When dataloader is provided, use all samples obtained from dataloader per-each batch size to perform profiling. The profiling result return the min, max and average results per batch size from all samples.

When no dataloader provided, the profiling sample from package is used.

Parameters:

  • package (Package) –

    Package to profile.

  • dataloader (Optional[SizedDataLoader], default: None ) –

    Sized iterable with data that will be feed to the model

  • target_formats (Optional[Tuple[Union[str, Format], ...]], default: None ) –

    Formats to profile. Defaults to target formats from the package.

  • target_device (Optional[DeviceKind], default: CUDA ) –

    Target device to run profiling on.

  • runners (Optional[Tuple[Union[str, Type[NavigatorRunner]], ...]], default: None ) –

    Runners to run profiling on. Defaults to runners from the package.

  • max_batch_size (Optional[int], default: None ) –

    Maximal batch size used for profiling. Default: None

  • batch_sizes (Optional[List[int]], default: None ) –

    List of batch sizes to profile. Default: None

  • window_size (int, default: DEFAULT_WINDOW_SIZE ) –

    Number of inference queries performed in measurement window

  • stability_percentage (float, default: DEFAULT_STABILITY_PERCENTAGE ) –

    Allowed percentage of variation from the mean in three consecutive windows.

  • stabilization_windows (int, default: DEFAULT_STABILIZATION_WINDOWS ) –

    Number consecutive windows selected for stabilization.

  • min_trials (int, default: DEFAULT_MIN_TRIALS ) –

    Minimal number of window trials.

  • max_trials (int, default: DEFAULT_MAX_TRIALS ) –

    Maximum number of window trials.

  • throughput_cutoff_threshold (float, default: DEFAULT_THROUGHPUT_CUTOFF_THRESHOLD ) –

    Minimum throughput increase to continue profiling.

  • throughput_backoff_limit (int, default: DEFAULT_THROUGHPUT_BACKOFF_LIMIT ) –

    Back-off limit to run multiple more profiling steps to avoid stop at local minimum when throughput saturate based on throughput_cutoff_threshold.
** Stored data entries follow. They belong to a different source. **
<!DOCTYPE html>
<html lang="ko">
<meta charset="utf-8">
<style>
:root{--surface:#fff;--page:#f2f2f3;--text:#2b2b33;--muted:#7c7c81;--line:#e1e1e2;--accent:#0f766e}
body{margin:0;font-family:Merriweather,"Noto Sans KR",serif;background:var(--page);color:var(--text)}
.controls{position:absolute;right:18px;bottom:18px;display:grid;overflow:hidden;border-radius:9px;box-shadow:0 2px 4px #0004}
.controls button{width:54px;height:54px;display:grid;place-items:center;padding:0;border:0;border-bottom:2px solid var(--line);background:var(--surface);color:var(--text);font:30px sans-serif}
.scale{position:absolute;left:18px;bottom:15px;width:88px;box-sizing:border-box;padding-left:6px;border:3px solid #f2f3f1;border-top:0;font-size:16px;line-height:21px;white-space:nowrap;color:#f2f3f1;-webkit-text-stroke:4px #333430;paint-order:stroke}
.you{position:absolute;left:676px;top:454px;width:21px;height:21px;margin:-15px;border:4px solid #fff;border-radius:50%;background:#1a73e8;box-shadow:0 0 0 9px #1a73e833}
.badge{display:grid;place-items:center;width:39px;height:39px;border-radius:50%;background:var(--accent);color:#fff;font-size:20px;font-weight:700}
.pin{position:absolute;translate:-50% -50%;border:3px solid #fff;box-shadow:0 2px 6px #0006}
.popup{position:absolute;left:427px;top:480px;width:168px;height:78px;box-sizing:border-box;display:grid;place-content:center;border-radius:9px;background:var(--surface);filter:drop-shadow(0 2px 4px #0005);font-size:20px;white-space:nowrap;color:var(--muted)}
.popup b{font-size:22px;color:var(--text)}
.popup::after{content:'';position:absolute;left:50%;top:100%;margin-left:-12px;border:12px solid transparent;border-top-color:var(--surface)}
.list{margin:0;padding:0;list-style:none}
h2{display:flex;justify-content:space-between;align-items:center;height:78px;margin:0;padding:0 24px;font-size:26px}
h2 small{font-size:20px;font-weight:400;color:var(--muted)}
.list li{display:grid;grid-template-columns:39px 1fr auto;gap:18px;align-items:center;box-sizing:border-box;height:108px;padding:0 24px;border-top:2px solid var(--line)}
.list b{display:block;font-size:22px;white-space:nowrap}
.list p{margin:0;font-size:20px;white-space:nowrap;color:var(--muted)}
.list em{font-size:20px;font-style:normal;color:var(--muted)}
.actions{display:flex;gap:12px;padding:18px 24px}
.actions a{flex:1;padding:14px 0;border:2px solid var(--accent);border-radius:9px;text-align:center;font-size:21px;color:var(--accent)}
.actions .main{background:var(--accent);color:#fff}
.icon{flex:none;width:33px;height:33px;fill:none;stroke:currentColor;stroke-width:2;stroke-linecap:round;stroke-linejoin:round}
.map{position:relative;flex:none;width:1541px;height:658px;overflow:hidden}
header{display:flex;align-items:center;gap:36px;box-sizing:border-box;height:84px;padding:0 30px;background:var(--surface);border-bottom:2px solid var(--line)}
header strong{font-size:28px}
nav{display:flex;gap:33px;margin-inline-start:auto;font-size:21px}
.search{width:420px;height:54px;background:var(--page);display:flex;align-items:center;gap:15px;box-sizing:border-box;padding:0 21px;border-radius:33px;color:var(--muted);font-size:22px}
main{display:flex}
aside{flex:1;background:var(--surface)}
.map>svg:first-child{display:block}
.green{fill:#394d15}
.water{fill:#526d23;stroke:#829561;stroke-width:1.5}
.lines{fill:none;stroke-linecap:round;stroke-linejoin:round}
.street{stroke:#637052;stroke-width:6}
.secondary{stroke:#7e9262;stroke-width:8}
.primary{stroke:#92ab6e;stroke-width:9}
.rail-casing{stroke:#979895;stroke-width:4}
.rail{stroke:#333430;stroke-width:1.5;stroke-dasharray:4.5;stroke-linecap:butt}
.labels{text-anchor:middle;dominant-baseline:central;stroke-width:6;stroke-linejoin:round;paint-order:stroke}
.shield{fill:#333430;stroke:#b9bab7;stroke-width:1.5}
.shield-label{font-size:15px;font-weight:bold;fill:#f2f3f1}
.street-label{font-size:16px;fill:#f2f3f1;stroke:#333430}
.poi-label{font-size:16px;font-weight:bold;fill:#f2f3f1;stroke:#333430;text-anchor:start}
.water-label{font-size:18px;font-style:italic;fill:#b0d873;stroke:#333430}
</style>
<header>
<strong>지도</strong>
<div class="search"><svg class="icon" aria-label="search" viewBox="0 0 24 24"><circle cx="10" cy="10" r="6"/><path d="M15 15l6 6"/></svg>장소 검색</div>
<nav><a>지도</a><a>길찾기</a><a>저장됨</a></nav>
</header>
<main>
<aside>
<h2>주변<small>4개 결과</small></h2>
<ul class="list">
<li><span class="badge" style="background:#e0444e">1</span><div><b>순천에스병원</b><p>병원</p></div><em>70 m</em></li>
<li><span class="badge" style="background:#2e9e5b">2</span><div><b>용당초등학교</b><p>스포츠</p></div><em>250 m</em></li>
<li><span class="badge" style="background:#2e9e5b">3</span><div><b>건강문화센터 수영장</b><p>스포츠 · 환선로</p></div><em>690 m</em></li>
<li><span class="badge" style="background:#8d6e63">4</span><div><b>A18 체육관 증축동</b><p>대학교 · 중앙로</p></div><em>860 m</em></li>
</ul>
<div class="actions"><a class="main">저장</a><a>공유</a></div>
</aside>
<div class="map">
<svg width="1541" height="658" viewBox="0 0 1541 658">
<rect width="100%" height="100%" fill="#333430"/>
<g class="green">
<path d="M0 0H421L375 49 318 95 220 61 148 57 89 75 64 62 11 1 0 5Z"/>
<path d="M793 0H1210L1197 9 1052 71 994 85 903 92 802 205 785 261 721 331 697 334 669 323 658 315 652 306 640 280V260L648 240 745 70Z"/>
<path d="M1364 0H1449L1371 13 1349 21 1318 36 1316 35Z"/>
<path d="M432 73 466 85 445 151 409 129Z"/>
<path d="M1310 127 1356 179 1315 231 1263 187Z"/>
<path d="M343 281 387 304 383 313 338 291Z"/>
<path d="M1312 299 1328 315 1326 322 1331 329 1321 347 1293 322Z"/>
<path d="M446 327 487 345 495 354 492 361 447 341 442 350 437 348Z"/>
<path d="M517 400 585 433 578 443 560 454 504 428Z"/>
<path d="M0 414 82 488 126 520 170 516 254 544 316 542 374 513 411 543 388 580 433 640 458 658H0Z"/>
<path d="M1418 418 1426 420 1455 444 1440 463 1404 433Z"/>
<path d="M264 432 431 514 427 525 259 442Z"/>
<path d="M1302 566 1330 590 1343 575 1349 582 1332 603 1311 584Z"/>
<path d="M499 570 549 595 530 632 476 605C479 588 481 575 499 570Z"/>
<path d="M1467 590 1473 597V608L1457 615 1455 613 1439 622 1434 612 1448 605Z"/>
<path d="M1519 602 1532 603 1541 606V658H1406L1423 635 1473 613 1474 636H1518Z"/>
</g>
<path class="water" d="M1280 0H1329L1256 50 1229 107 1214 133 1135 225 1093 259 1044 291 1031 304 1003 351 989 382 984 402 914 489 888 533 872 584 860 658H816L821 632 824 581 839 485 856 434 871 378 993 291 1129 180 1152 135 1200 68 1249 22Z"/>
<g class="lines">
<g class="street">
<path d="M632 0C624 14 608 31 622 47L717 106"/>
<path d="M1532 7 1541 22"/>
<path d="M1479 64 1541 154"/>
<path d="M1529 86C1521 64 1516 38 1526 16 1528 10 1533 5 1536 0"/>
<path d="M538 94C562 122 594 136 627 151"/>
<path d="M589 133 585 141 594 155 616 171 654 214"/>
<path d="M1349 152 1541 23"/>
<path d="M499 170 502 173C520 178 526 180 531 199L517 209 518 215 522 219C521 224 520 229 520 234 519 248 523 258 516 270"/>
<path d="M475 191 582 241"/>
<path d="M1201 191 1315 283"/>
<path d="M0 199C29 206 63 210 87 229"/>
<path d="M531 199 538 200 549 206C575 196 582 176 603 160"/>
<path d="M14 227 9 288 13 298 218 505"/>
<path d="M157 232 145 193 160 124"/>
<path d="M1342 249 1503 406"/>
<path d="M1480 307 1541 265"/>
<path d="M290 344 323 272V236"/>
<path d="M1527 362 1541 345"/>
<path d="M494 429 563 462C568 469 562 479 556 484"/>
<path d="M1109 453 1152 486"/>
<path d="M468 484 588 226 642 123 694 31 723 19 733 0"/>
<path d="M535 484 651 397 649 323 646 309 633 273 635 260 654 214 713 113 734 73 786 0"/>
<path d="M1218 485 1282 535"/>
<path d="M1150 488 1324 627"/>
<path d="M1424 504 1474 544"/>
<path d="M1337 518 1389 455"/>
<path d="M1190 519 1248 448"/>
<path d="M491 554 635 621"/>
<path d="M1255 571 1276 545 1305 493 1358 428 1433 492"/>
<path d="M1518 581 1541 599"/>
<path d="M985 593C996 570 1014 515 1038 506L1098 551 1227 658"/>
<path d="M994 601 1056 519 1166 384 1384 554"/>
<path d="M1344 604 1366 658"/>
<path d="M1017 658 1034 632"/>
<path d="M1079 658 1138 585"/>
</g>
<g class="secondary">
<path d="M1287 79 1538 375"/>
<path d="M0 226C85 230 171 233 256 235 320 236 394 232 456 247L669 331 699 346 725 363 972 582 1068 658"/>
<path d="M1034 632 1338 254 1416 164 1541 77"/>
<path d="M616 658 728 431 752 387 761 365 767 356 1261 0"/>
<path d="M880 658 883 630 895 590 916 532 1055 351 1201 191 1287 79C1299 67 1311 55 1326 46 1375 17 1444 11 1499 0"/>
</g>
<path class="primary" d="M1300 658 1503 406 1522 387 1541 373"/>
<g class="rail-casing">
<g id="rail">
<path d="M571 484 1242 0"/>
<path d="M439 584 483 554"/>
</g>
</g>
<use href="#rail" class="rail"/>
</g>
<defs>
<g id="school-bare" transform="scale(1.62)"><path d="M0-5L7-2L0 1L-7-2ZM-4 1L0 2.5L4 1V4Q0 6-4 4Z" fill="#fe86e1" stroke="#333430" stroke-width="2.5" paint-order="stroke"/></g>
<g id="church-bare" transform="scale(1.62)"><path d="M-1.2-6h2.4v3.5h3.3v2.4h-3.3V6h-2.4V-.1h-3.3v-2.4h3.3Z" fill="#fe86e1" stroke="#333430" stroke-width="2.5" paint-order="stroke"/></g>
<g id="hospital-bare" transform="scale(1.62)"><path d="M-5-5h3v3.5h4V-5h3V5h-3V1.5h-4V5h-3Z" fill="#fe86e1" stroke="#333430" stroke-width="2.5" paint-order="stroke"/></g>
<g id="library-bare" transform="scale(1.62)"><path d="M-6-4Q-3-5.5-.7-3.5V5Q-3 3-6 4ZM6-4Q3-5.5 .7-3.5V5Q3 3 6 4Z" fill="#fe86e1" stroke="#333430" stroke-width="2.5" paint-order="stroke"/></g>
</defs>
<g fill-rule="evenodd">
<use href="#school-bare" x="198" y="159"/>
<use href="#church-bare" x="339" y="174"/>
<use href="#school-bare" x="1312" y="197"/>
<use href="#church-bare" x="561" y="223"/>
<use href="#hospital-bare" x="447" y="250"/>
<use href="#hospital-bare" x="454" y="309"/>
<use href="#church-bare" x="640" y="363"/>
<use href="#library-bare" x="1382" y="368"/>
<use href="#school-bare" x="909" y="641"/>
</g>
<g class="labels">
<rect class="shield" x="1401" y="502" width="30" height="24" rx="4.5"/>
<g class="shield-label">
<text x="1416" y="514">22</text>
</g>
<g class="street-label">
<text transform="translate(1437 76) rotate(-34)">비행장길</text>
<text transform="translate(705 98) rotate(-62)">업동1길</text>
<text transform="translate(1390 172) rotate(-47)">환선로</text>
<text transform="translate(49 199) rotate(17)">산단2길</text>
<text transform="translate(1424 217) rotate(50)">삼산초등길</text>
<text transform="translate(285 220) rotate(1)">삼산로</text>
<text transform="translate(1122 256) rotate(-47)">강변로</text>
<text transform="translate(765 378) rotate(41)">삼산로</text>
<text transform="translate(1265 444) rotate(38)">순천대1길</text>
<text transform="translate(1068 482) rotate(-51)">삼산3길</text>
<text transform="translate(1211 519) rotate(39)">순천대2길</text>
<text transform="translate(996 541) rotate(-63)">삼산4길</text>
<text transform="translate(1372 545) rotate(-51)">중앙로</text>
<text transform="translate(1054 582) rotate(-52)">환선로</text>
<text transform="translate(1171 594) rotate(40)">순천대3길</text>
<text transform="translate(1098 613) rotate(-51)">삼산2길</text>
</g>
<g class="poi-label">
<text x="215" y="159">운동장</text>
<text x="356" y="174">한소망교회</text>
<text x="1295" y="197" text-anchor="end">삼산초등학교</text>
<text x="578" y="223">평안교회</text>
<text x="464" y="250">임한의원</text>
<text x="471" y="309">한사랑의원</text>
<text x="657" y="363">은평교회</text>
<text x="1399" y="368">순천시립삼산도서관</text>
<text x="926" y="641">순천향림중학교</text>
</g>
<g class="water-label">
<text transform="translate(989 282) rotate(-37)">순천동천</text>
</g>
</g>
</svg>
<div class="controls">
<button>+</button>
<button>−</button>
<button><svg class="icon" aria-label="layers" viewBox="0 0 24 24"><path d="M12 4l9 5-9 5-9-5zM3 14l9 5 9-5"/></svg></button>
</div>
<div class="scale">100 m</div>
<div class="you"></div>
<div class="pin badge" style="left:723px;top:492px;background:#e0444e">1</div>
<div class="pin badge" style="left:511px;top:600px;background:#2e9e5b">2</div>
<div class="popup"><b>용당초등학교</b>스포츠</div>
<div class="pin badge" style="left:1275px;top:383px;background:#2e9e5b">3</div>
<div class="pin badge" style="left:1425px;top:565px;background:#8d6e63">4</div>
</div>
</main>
  • verbose (bool, default: False ) –

    If True enable verbose logging. Defaults to False.

Returns:

Source code in model_navigator/package/__init__.py
def profile(
    package: Package,
    dataloader: Optional[SizedDataLoader] = None,
    target_formats: Optional[Tuple[Union[str, Format], ...]] = None,
    target_device: Optional[DeviceKind] = DeviceKind.CUDA,
    runners: Optional[Tuple[Union[str, Type[NavigatorRunner]], ...]] = None,
    max_batch_size: Optional[int] = None,
    batch_sizes: Optional[List[int]] = None,
    window_size: int = DEFAULT_WINDOW_SIZE,
    stability_percentage: float = DEFAULT_STABILITY_PERCENTAGE,
    stabilization_windows: int = DEFAULT_STABILIZATION_WINDOWS,
    min_trials: int = DEFAULT_MIN_TRIALS,
    max_trials: int = DEFAULT_MAX_TRIALS,
    throughput_cutoff_threshold: float = DEFAULT_THROUGHPUT_CUTOFF_THRESHOLD,
    throughput_backoff_limit: int = DEFAULT_THROUGHPUT_BACKOFF_LIMIT,
    verbose: bool = False,
) -> ProfilingResults:
    """Profile provided package.

    When `dataloader` is provided, use all samples obtained from dataloader per-each batch size to perform profiling.
    The profiling result return the min, max and average results per batch size from all samples.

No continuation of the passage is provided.